» **Work item**: Quote all entries in full, exactly.

-- The input follows --

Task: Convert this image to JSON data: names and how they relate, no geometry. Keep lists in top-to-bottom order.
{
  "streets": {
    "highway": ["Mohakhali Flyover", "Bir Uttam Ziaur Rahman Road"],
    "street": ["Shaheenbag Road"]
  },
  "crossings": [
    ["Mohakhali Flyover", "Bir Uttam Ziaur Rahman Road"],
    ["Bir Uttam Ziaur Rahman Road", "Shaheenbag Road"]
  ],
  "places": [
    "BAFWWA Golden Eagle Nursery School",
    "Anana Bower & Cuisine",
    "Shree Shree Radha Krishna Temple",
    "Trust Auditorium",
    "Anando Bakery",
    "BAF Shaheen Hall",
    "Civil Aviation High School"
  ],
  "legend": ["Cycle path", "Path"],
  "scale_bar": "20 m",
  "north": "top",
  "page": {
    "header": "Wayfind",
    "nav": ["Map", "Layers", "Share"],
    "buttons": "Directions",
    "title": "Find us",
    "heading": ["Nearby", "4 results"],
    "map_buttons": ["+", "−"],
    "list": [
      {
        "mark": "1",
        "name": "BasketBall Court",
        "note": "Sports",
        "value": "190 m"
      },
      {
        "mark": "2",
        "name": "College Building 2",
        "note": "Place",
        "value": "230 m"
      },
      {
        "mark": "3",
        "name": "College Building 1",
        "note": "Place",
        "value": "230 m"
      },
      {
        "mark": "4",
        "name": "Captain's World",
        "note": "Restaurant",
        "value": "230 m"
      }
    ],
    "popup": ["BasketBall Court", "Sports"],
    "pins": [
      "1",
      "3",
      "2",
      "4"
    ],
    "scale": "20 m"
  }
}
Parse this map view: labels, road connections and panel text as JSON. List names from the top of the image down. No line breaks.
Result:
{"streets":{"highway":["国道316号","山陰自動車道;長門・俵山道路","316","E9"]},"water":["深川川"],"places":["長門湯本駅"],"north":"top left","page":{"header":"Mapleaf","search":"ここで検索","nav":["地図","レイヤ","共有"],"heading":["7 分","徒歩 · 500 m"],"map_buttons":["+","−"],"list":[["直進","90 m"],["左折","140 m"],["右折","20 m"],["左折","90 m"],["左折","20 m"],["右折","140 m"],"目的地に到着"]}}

-- The input concluded --

» **Reply**:
Task: Convert this image to JSON data: names and how they relate, no geometry. Keep lists in top-to-bottom order.
{
  "streets": {
    "highway": ["Mohakhali Flyover", "Bir Uttam Ziaur Rahman Road"],
    "street": ["Shaheenbag Road"]
  },
  "crossings": [
    ["Mohakhali Flyover", "Bir Uttam Ziaur Rahman Road"],
    ["Bir Uttam Ziaur Rahman Road", "Shaheenbag Road"]
  ],
  "places": [
    "BAFWWA Golden Eagle Nursery School",
    "Anana Bower & Cuisine",
    "Shree Shree Radha Krishna Temple",
    "Trust Auditorium",
    "Anando Bakery",
    "BAF Shaheen Hall",
    "Civil Aviation High School"
  ],
  "legend": ["Cycle path", "Path"],
  "scale_bar": "20 m",
  "north": "top",
  "page": {
    "header": "Wayfind",
    "nav": ["Map", "Layers", "Share"],
    "buttons": "Directions",
    "title": "Find us",
    "heading": ["Nearby", "4 results"],
    "map_buttons": ["+", "−"],
    "list": [
      {
        "mark": "1",
        "name": "BasketBall Court",
        "note": "Sports",
        "value": "190 m"
      },
      {
        "mark": "2",
        "name": "College Building 2",
        "note": "Place",
        "value": "230 m"
      },
      {
        "mark": "3",
        "name": "College Building 1",
        "note": "Place",
        "value": "230 m"
      },
      {
        "mark": "4",
        "name": "Captain's World",
        "note": "Restaurant",
        "value": "230 m"
      }
    ],
    "popup": ["BasketBall Court", "Sports"],
    "pins": [
      "1",
      "3",
      "2",
      "4"
    ],
    "scale": "20 m"
  }
}
Parse this map view: labels, road connections and panel text as JSON. List names from the top of the image down. No line breaks.
Result:
{"streets":{"highway":["国道316号","山陰自動車道;長門・俵山道路","316","E9"]},"water":["深川川"],"places":["長門湯本駅"],"north":"top left","page":{"header":"Mapleaf","search":"ここで検索","nav":["地図","レイヤ","共有"],"heading":["7 分","徒歩 · 500 m"],"map_buttons":["+","−"],"list":[["直進","90 m"],["左折","140 m"],["右折","20 m"],["左折","90 m"],["左折","20 m"],["右折","140 m"],"目的地に到着"]}}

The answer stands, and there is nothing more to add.